## [Dataset entries]
>>

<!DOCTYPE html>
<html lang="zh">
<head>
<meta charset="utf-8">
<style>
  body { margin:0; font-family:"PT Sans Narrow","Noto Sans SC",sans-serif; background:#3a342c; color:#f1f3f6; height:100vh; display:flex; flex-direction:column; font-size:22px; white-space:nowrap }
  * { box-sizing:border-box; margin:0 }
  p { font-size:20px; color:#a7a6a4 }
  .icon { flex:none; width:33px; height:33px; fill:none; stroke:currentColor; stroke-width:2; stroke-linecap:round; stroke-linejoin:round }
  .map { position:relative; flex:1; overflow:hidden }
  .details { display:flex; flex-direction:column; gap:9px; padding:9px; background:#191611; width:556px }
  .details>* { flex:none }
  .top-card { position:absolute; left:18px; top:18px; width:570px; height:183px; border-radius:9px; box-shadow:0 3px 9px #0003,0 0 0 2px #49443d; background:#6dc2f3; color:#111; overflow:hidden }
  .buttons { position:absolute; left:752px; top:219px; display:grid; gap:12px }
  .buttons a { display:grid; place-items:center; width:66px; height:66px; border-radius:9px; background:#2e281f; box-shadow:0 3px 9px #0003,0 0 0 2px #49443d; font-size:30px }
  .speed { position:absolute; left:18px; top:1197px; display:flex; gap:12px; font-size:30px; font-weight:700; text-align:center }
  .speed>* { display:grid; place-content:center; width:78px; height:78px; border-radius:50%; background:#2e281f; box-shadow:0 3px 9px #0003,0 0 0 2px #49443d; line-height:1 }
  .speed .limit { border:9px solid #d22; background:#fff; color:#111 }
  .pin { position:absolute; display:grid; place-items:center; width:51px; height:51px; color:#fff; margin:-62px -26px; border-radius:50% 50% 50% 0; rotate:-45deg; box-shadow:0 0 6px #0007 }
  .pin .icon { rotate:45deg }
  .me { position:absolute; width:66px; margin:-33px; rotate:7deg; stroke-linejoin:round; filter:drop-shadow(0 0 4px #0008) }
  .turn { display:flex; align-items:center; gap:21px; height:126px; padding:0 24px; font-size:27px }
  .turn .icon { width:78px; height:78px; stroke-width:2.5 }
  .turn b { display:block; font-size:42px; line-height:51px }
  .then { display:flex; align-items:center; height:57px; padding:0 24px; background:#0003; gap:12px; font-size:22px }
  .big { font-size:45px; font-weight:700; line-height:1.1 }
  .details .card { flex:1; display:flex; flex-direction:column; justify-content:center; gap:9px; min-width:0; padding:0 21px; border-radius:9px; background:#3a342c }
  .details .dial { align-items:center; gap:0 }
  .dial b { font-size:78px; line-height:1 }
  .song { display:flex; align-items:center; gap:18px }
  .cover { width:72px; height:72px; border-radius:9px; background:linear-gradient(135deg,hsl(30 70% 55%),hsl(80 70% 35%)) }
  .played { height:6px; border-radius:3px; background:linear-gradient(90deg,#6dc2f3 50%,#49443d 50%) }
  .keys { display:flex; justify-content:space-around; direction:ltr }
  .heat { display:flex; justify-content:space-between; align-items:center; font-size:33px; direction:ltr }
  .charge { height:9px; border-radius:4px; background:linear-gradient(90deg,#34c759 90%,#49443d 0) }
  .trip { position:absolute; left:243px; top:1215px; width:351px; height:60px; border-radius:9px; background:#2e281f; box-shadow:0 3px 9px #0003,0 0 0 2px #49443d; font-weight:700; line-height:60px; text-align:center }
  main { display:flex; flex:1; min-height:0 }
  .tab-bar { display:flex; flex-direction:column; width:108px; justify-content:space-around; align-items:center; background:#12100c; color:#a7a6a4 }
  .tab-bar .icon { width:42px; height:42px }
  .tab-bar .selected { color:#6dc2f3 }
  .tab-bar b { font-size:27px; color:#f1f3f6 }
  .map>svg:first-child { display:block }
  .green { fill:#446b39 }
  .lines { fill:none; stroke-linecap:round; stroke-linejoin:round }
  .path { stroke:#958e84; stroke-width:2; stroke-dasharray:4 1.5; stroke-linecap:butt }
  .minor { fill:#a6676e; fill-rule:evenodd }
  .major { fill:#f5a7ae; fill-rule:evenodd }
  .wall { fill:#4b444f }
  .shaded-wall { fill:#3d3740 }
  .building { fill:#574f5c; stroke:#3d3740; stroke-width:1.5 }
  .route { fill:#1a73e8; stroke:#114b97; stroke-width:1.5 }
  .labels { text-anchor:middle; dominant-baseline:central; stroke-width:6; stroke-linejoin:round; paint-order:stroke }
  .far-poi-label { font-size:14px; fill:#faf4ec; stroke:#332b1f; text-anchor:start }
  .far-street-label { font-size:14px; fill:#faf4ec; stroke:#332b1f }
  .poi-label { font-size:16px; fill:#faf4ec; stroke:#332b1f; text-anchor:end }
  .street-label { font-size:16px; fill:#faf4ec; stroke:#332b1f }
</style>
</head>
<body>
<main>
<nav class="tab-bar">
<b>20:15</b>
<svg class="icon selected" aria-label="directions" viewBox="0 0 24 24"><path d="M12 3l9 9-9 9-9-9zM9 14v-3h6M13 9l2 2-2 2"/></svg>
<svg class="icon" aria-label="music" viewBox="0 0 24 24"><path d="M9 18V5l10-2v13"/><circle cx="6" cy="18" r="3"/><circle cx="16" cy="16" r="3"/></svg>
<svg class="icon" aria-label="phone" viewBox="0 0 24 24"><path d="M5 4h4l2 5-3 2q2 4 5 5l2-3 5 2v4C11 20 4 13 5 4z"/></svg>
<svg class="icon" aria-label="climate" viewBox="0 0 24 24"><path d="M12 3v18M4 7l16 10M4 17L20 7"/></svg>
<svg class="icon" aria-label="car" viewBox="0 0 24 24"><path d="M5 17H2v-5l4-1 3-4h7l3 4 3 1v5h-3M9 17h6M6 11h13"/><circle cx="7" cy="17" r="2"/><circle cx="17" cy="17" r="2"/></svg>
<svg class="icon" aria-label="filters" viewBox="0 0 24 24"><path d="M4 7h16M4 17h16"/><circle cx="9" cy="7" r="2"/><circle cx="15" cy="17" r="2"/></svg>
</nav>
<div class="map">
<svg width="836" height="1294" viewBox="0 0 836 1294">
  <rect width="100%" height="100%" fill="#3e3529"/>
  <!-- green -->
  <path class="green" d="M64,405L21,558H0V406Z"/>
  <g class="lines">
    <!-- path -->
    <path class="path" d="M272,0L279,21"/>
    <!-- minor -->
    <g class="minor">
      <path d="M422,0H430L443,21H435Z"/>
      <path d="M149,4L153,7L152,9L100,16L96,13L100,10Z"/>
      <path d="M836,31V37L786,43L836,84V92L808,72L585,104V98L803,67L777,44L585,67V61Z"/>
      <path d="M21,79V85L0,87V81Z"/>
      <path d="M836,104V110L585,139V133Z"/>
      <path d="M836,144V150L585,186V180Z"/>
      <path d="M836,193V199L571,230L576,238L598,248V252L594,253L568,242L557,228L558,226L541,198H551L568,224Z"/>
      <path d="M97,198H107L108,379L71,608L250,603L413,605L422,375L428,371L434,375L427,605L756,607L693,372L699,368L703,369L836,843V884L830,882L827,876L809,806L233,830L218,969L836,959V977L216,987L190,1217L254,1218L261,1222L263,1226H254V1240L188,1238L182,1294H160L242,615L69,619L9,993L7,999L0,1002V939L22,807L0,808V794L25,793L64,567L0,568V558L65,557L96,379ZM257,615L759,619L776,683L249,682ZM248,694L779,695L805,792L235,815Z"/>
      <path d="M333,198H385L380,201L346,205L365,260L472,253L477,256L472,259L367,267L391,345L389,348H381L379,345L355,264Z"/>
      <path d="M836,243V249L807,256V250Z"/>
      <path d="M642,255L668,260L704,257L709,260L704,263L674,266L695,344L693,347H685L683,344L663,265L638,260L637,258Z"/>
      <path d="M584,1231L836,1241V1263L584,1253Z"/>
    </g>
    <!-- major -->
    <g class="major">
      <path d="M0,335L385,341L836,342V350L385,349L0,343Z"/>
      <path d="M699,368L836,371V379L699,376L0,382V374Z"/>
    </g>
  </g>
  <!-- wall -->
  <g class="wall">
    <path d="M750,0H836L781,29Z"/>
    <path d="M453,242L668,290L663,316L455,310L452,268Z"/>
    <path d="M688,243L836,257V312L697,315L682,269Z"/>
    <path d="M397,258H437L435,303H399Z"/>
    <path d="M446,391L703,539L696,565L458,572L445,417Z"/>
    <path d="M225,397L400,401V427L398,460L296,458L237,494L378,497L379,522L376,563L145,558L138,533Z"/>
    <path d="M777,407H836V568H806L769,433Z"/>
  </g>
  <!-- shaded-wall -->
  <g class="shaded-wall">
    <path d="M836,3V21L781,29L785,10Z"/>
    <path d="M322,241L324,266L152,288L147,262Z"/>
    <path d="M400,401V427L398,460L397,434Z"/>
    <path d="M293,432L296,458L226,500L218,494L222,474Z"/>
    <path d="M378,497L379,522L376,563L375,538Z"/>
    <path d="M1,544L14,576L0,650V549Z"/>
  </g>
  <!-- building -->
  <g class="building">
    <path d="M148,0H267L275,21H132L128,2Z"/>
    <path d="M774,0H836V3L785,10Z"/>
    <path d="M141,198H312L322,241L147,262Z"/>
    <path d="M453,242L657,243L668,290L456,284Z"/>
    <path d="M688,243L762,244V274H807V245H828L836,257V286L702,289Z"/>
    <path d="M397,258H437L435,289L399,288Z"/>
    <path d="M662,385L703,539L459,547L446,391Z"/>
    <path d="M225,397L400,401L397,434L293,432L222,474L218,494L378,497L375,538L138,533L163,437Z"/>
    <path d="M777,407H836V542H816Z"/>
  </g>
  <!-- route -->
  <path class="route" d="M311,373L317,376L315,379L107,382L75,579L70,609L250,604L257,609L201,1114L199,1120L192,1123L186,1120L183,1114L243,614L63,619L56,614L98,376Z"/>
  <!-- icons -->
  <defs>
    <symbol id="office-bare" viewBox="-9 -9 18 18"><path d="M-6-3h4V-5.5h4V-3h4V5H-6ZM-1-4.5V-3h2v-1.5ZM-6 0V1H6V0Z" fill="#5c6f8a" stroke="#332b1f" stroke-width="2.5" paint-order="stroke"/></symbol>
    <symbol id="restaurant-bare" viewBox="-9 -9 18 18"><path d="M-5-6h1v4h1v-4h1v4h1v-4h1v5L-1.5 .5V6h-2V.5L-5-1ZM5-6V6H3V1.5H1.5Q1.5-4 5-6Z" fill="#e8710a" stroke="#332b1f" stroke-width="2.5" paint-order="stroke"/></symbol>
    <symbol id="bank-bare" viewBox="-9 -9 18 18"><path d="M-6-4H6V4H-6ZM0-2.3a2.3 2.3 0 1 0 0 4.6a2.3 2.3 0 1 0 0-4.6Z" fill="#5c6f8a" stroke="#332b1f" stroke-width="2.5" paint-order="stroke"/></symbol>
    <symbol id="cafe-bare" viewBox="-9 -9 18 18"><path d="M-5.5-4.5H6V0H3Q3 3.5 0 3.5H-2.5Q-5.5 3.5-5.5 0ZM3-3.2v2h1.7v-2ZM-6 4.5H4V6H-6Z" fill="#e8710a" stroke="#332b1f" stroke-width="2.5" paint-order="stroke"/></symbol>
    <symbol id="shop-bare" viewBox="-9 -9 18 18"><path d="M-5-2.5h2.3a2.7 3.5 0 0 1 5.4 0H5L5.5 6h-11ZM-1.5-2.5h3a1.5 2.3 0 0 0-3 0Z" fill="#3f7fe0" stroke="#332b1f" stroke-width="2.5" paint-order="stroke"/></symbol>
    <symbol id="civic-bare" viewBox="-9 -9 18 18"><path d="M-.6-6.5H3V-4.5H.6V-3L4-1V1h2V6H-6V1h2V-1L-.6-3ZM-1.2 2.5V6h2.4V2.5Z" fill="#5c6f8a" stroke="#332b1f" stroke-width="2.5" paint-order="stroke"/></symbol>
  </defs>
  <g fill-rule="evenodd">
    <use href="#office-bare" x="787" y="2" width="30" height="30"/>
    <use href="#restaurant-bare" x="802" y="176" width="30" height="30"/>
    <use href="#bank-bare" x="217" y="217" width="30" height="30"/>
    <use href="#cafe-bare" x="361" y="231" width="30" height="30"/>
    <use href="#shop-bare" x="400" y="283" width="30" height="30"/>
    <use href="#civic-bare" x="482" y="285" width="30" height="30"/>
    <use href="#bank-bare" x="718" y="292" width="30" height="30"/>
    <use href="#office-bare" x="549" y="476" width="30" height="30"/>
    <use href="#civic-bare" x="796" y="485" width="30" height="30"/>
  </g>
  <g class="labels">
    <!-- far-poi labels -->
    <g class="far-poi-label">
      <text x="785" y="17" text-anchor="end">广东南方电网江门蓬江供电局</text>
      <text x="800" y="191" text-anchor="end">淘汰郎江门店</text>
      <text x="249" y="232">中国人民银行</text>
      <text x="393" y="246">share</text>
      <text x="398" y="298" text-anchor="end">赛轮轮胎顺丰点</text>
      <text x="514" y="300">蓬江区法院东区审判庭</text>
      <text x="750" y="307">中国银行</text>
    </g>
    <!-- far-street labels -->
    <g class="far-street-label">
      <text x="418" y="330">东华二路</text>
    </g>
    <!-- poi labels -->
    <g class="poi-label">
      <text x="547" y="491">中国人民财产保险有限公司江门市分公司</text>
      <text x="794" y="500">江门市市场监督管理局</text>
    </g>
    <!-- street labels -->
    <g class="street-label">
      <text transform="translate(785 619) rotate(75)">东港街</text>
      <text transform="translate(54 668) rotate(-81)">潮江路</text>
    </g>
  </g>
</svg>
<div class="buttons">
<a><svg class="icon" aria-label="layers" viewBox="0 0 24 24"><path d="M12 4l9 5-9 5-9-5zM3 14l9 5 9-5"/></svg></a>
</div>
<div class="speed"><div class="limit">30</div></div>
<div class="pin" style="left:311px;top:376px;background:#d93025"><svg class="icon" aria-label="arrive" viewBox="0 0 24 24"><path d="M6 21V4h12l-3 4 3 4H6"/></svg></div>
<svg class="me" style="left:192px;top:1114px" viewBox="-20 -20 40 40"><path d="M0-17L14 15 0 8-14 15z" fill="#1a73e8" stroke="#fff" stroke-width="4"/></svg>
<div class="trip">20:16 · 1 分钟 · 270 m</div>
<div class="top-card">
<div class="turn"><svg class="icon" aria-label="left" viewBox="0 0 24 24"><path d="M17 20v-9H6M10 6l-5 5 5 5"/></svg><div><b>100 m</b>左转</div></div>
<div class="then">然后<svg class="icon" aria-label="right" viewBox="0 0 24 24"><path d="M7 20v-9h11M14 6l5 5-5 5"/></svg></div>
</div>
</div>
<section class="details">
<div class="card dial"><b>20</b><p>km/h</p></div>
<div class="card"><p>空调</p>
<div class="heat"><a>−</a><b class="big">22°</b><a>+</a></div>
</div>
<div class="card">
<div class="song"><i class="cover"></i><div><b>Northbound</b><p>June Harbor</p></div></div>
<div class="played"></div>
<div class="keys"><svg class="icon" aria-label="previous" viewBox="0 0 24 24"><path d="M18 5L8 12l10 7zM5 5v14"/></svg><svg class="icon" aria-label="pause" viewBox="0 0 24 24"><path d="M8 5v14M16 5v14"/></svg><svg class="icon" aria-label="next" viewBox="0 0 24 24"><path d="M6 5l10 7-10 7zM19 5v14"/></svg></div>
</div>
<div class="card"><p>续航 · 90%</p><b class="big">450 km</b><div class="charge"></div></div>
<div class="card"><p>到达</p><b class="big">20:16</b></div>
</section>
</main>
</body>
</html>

<<

## [What you will do]
From the entries, work out how many lines include the word "linecap", answering with the number only.

## [Result]
3